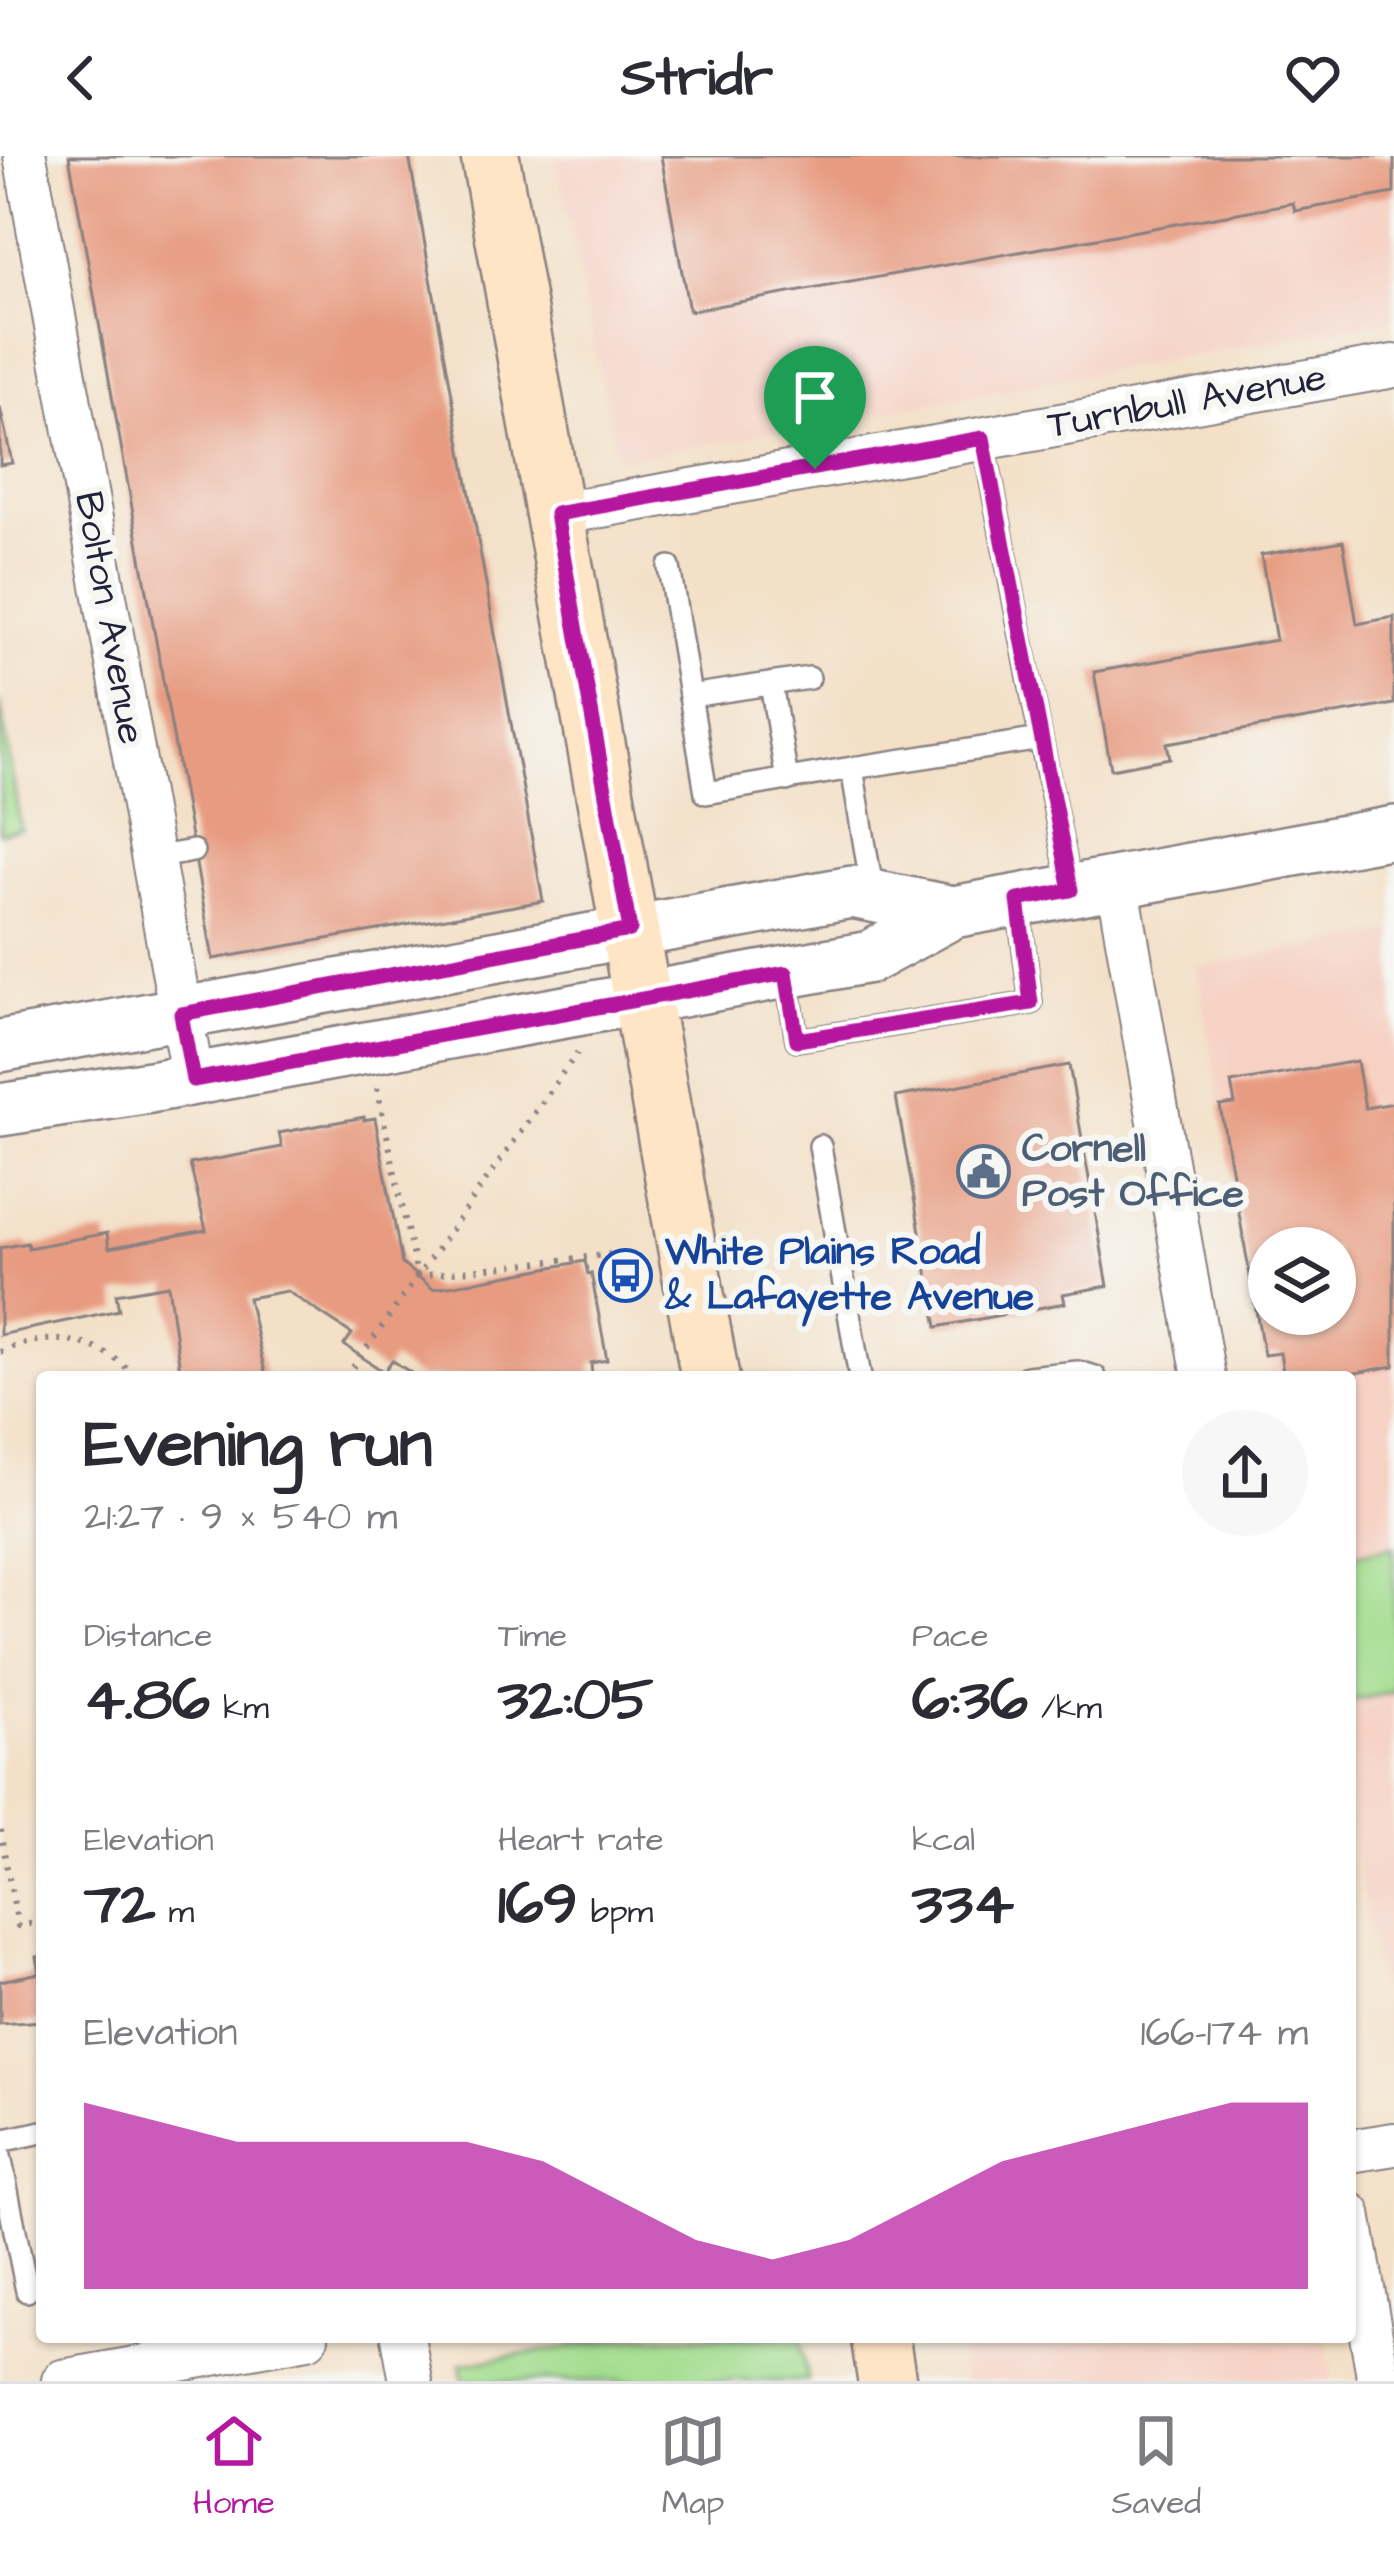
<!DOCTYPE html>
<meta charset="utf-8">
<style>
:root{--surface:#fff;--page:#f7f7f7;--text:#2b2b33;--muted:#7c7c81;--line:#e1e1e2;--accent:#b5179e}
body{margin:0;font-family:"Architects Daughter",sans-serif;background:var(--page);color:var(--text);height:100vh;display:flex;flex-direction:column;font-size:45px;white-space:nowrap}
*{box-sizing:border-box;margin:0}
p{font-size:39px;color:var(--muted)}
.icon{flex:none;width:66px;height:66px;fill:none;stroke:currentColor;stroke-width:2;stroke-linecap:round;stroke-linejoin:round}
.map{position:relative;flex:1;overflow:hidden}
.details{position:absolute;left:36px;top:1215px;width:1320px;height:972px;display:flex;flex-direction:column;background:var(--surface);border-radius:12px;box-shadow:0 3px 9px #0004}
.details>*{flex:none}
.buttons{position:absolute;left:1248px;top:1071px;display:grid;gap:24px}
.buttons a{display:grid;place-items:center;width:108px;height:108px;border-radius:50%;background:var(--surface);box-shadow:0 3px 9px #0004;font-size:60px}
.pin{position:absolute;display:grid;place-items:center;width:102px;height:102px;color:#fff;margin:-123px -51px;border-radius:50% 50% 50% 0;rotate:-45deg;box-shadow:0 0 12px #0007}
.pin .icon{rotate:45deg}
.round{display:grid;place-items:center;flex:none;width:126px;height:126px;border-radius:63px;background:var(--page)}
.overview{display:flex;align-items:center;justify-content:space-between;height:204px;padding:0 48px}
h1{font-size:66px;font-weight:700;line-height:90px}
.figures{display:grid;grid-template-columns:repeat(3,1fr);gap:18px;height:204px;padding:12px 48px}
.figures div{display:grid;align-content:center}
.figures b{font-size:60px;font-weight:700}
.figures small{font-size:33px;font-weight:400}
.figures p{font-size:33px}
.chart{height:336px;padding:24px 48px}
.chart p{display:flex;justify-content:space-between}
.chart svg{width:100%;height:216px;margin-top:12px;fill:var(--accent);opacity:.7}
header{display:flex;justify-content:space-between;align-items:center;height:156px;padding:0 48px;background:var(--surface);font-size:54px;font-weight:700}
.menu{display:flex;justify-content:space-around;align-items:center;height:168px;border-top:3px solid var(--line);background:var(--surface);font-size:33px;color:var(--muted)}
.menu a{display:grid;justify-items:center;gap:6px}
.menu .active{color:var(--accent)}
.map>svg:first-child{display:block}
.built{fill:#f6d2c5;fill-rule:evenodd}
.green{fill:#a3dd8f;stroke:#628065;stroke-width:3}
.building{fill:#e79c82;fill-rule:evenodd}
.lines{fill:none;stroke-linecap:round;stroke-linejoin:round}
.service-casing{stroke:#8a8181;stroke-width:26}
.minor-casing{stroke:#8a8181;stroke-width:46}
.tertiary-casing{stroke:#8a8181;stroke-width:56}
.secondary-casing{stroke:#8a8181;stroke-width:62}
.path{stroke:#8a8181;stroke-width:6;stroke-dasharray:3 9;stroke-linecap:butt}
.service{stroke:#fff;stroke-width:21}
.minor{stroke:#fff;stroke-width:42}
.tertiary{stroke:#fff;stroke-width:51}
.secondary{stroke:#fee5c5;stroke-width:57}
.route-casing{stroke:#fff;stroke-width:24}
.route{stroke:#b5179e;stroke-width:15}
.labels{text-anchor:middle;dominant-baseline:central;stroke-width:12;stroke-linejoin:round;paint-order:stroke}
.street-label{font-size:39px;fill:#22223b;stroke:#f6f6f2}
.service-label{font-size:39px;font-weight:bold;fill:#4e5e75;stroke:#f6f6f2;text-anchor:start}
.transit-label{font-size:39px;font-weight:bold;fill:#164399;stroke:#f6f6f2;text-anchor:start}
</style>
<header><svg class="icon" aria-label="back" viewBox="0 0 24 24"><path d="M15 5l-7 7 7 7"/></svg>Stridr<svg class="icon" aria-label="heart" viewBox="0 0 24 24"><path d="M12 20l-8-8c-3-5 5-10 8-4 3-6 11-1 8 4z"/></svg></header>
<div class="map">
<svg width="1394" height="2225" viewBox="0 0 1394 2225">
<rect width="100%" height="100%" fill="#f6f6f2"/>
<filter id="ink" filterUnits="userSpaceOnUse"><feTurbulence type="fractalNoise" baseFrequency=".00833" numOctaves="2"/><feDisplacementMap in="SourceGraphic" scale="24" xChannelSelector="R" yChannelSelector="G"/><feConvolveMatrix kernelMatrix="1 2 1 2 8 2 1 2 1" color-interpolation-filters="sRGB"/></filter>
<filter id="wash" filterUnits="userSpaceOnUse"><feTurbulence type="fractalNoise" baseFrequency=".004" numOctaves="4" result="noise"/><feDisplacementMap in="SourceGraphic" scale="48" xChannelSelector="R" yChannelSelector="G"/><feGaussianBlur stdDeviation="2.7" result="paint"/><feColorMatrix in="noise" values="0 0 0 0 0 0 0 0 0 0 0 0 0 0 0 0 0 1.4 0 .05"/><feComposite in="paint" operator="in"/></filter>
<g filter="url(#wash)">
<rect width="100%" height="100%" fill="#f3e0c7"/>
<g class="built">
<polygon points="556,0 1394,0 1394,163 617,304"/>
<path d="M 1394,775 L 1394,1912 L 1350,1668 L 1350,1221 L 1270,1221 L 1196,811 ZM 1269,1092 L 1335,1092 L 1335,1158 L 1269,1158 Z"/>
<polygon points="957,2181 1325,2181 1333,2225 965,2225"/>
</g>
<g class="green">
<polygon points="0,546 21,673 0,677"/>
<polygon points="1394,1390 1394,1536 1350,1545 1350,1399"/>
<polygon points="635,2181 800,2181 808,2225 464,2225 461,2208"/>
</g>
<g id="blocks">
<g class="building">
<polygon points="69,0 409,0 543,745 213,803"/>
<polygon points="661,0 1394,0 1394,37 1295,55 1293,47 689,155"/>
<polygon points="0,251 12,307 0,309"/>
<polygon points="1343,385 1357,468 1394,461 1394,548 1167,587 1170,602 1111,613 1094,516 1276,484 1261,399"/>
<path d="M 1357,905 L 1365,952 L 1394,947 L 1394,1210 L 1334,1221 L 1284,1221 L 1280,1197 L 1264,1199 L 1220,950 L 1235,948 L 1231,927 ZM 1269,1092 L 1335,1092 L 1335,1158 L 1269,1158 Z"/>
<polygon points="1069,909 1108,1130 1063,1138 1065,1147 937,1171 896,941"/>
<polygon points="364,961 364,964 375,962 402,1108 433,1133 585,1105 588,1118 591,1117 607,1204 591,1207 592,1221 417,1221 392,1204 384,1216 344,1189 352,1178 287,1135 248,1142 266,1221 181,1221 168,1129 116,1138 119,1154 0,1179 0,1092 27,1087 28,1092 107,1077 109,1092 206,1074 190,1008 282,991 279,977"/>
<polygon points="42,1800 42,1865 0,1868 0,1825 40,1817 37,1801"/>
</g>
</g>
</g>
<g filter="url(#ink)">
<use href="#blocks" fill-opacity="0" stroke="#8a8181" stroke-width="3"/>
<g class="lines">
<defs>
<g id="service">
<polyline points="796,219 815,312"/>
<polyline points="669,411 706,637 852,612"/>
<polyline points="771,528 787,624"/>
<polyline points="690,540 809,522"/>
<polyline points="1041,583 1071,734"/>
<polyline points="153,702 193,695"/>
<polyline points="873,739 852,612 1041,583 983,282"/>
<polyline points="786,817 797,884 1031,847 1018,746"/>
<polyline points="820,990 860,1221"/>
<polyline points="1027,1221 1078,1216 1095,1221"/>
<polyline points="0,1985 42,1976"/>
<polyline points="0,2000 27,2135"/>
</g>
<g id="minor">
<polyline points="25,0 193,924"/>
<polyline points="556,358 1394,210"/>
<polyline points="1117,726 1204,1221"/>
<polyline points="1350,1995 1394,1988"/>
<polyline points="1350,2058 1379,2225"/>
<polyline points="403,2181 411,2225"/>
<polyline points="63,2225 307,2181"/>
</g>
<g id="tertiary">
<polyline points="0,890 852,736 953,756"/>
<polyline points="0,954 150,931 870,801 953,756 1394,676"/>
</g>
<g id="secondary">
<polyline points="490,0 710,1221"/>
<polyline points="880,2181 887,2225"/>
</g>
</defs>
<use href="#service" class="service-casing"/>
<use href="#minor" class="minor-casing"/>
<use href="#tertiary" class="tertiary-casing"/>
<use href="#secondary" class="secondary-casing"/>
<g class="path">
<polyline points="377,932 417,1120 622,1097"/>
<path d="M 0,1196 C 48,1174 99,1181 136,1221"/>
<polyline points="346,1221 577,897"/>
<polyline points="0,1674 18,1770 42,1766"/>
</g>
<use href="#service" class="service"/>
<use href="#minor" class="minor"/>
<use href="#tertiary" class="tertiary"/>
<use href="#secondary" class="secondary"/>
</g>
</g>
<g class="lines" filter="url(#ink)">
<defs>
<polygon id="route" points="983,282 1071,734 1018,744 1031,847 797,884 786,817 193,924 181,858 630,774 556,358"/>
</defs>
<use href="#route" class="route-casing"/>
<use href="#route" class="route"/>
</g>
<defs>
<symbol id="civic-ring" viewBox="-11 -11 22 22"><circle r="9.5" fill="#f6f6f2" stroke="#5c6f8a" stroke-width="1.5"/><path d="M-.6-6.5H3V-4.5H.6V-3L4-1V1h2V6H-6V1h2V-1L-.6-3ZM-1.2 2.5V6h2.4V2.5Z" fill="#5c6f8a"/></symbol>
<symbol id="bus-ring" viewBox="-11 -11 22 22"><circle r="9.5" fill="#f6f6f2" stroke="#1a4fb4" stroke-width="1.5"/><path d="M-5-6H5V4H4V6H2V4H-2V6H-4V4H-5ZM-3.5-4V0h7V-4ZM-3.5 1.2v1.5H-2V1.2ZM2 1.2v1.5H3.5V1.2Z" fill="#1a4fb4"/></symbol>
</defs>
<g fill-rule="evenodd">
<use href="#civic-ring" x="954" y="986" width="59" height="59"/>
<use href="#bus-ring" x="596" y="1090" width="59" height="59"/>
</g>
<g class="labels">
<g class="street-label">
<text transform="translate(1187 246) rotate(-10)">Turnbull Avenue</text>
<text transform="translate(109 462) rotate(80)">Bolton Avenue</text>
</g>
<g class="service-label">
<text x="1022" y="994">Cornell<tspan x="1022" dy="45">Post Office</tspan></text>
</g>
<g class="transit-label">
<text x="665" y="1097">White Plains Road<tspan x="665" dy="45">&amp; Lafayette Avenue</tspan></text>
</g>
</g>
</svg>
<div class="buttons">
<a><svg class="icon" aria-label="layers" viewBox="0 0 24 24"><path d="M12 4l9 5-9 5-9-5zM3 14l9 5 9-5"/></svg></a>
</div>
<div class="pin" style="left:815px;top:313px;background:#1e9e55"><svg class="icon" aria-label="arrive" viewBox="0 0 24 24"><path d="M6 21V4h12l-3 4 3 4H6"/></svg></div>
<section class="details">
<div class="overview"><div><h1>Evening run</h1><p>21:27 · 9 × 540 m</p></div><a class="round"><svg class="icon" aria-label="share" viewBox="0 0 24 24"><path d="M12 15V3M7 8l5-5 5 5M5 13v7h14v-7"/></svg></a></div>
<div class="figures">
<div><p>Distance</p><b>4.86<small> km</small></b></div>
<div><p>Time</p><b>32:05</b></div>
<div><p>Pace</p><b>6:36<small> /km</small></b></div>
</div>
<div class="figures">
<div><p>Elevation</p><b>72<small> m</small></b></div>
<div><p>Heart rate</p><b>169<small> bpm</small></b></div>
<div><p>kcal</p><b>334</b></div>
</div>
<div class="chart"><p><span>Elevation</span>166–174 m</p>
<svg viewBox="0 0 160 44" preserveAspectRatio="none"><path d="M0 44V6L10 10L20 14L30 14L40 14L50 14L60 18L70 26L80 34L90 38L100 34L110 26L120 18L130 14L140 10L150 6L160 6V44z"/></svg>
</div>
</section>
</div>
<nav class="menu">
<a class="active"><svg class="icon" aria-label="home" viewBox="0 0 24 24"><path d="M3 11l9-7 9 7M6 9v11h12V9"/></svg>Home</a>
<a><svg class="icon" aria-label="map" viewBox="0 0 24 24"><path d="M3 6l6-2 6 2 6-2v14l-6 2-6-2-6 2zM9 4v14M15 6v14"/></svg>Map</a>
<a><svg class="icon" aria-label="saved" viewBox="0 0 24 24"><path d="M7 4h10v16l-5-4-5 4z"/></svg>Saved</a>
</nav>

···

Directions: Throughout the records above, find the lines in which the word "symbol" appears and return them.

Response area:
<symbol id="civic-ring" viewBox="-11 -11 22 22"><circle r="9.5" fill="#f6f6f2" stroke="#5c6f8a" stroke-width="1.5"/><path d="M-.6-6.5H3V-4.5H.6V-3L4-1V1h2V6H-6V1h2V-1L-.6-3ZM-1.2 2.5V6h2.4V2.5Z" fill="#5c6f8a"/></symbol>
<symbol id="bus-ring" viewBox="-11 -11 22 22"><circle r="9.5" fill="#f6f6f2" stroke="#1a4fb4" stroke-width="1.5"/><path d="M-5-6H5V4H4V6H2V4H-2V6H-4V4H-5ZM-3.5-4V0h7V-4ZM-3.5 1.2v1.5H-2V1.2ZM2 1.2v1.5H3.5V1.2Z" fill="#1a4fb4"/></symbol>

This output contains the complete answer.